Aim of the task
Within the material below, find each line bearing the word "from" and present it.

Available data
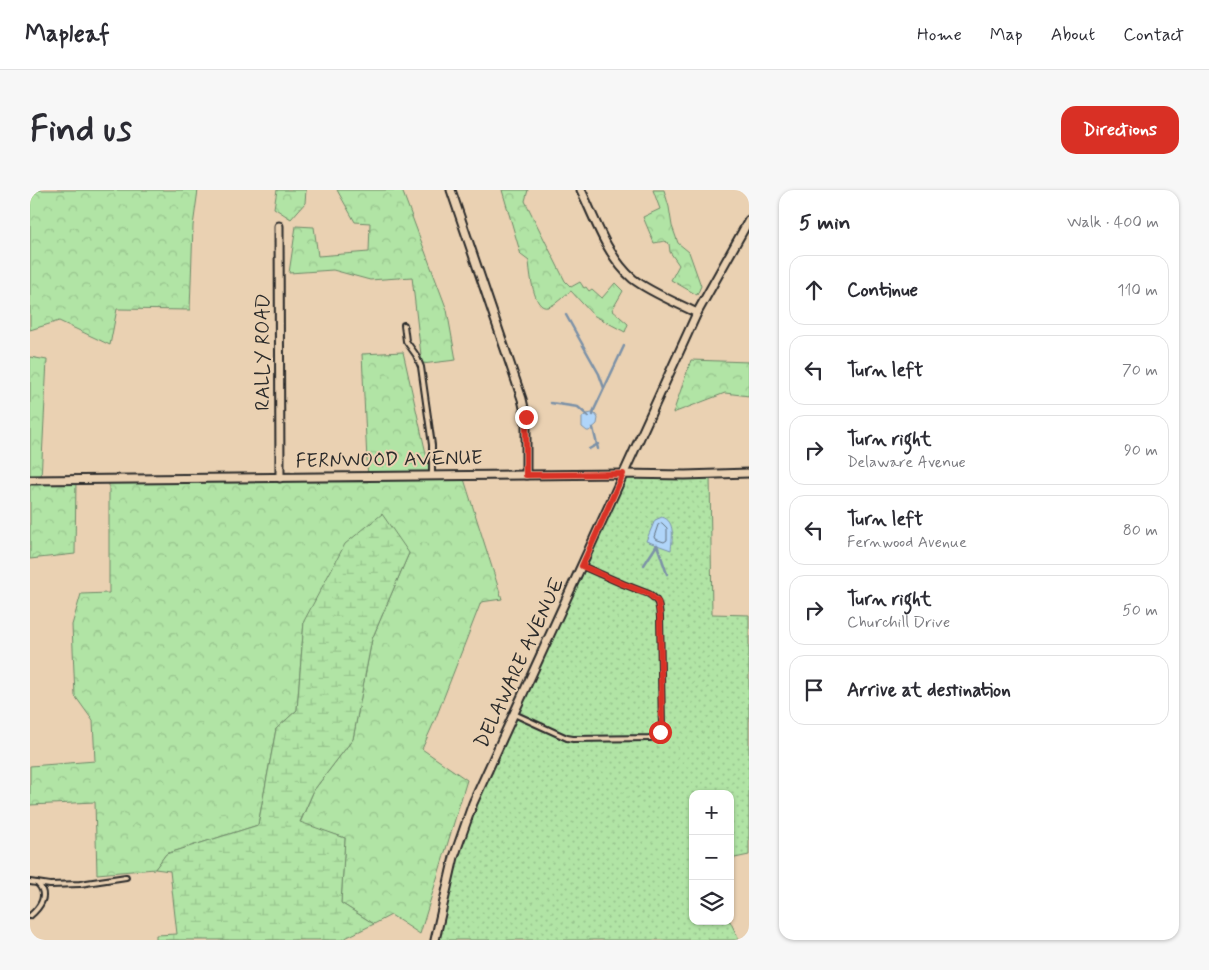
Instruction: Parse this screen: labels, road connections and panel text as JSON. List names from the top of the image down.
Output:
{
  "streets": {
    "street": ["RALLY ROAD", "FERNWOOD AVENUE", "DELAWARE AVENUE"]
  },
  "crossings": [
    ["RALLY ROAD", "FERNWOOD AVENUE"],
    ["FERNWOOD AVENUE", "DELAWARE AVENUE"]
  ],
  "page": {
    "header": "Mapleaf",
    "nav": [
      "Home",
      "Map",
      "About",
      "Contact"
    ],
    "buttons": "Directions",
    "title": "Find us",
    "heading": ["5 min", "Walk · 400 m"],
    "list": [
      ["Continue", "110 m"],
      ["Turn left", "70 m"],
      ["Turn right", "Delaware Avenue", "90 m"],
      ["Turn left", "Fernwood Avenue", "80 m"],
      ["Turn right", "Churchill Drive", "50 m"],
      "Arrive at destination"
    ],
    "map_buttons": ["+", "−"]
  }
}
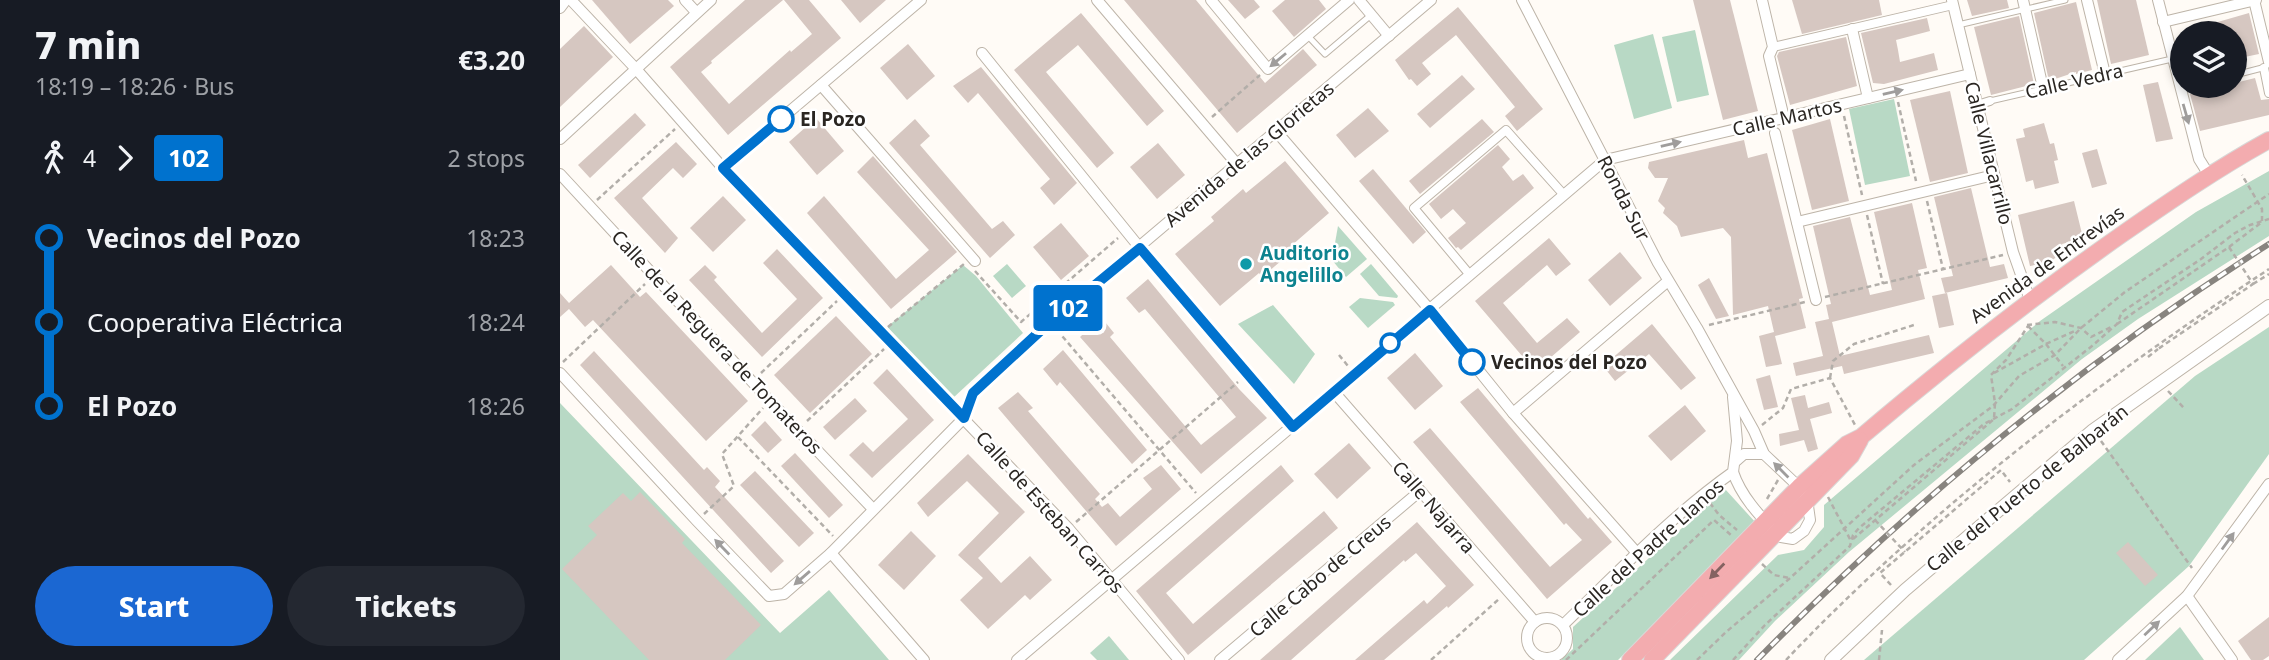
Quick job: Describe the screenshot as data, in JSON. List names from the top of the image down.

--

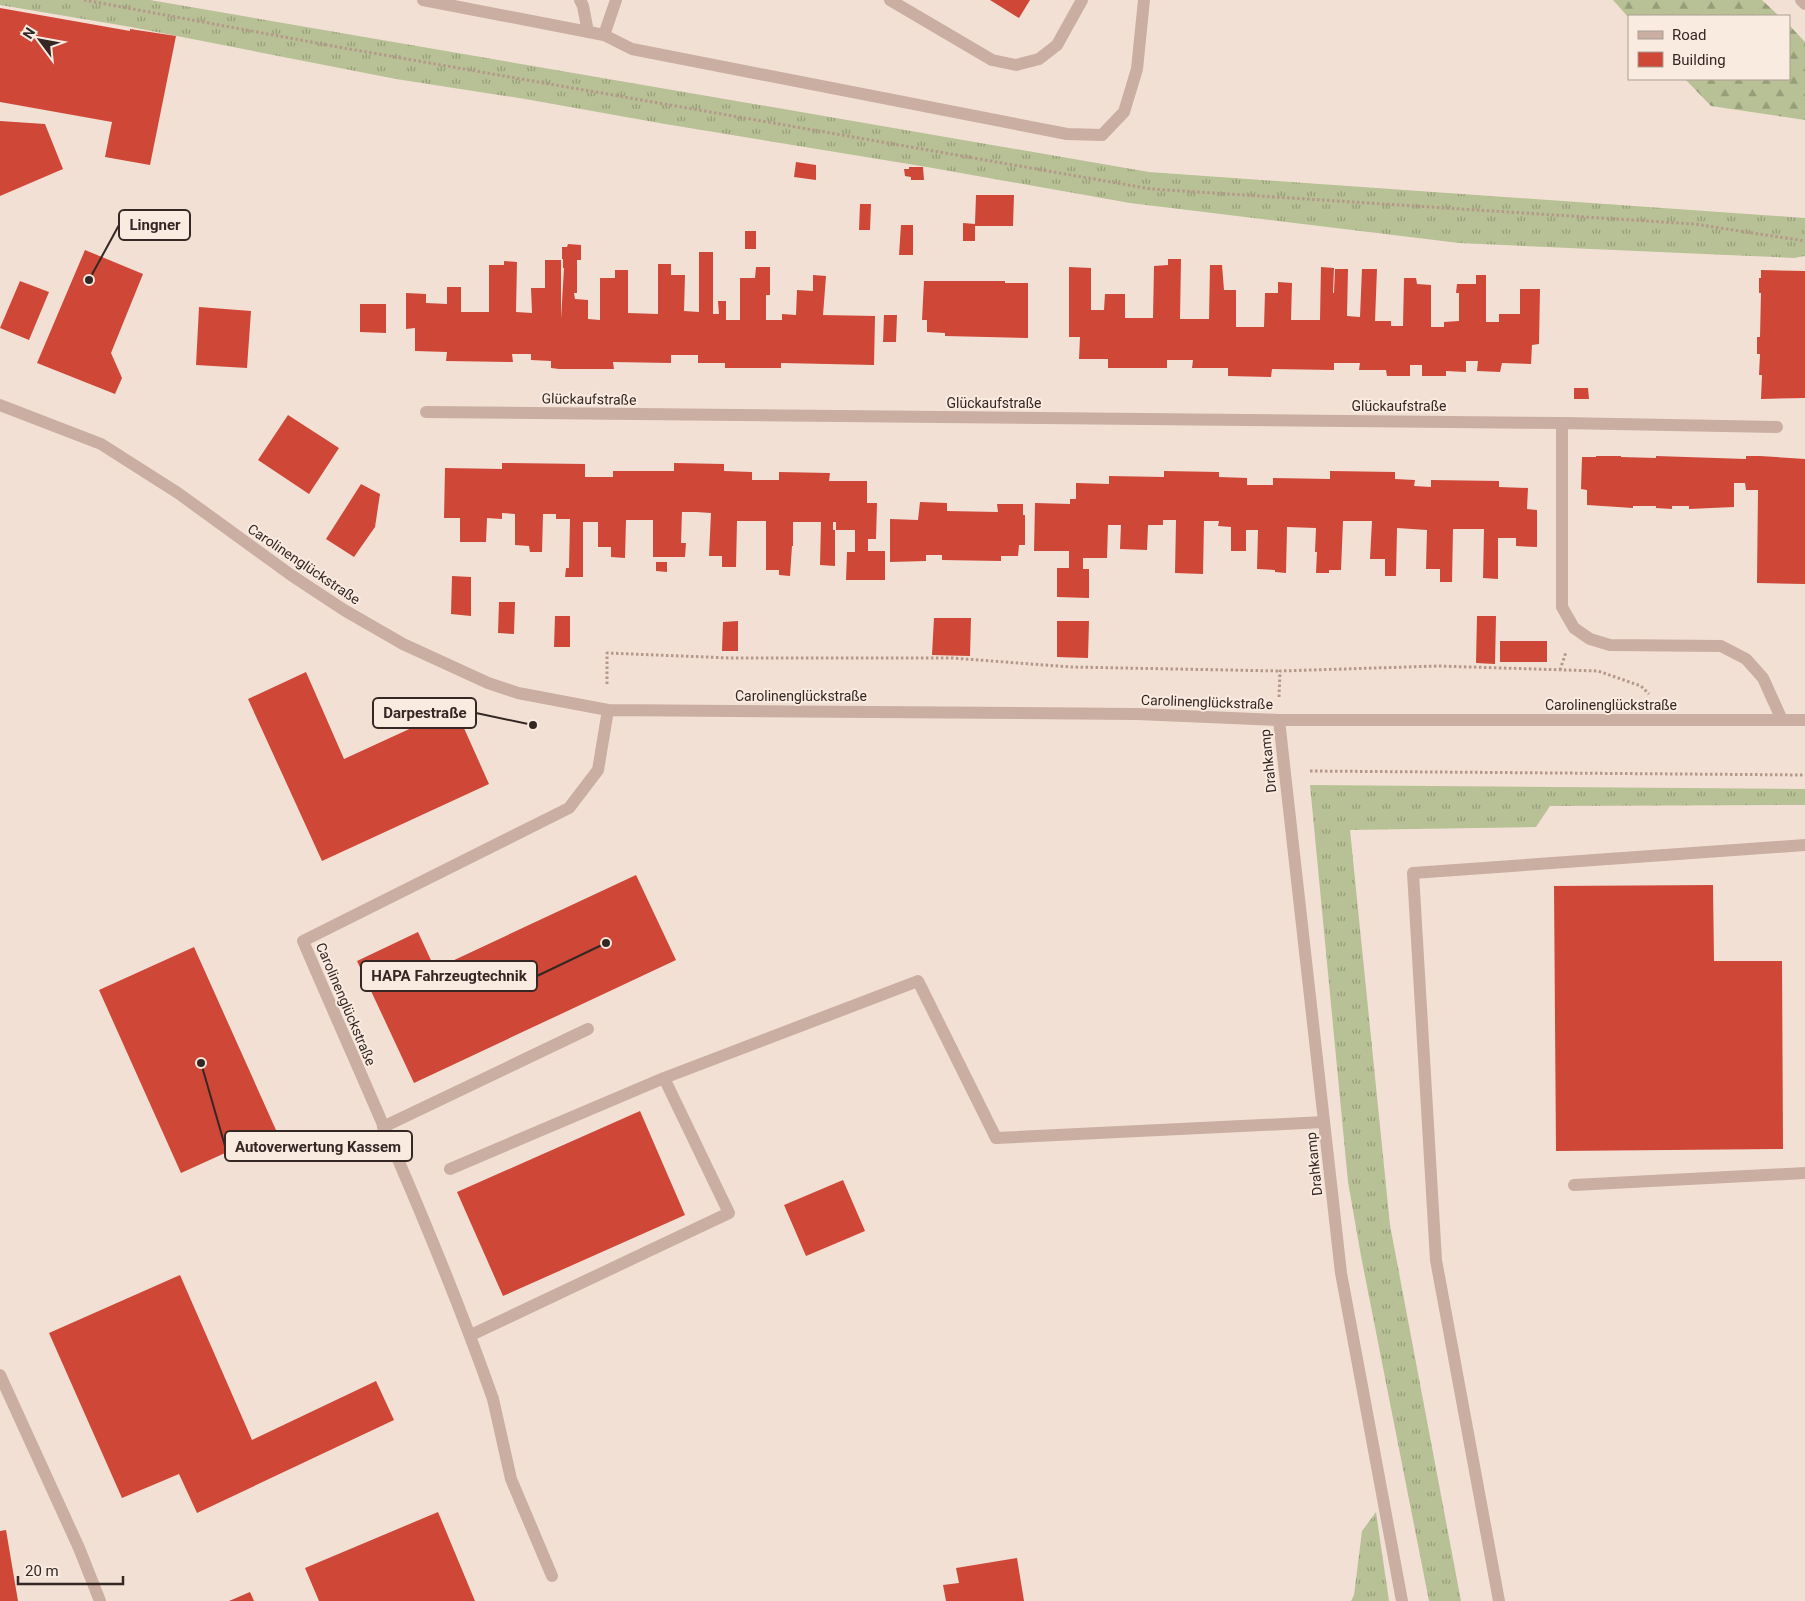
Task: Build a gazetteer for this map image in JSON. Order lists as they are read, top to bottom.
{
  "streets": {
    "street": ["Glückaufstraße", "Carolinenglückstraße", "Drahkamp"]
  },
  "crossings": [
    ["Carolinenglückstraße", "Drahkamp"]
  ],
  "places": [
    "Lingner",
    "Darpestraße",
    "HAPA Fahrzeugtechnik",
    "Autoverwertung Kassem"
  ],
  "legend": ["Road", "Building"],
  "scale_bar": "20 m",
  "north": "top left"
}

==

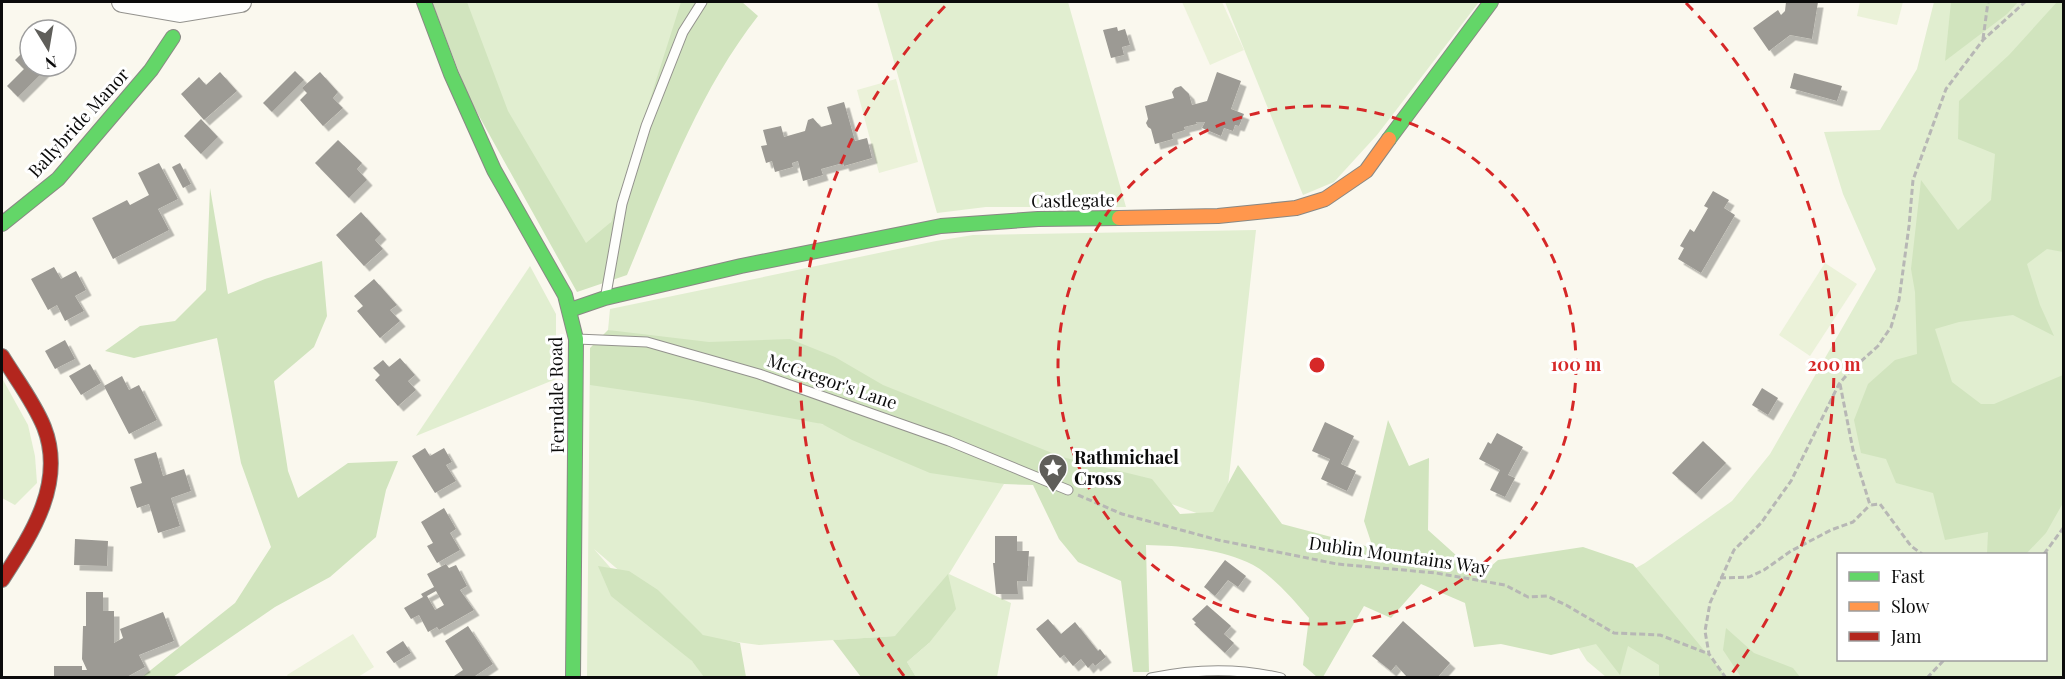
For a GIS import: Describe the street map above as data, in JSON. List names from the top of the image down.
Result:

Response area
Instruction: Parse this screen: labels, road connections and panel text as JSON. List names from the top of the image down.
Quick job: Describe the screenshot as data, in JSON. List names from the top of the image down.
For a GIS import: Describe the street map above as data, in JSON. List names from the top of the image down.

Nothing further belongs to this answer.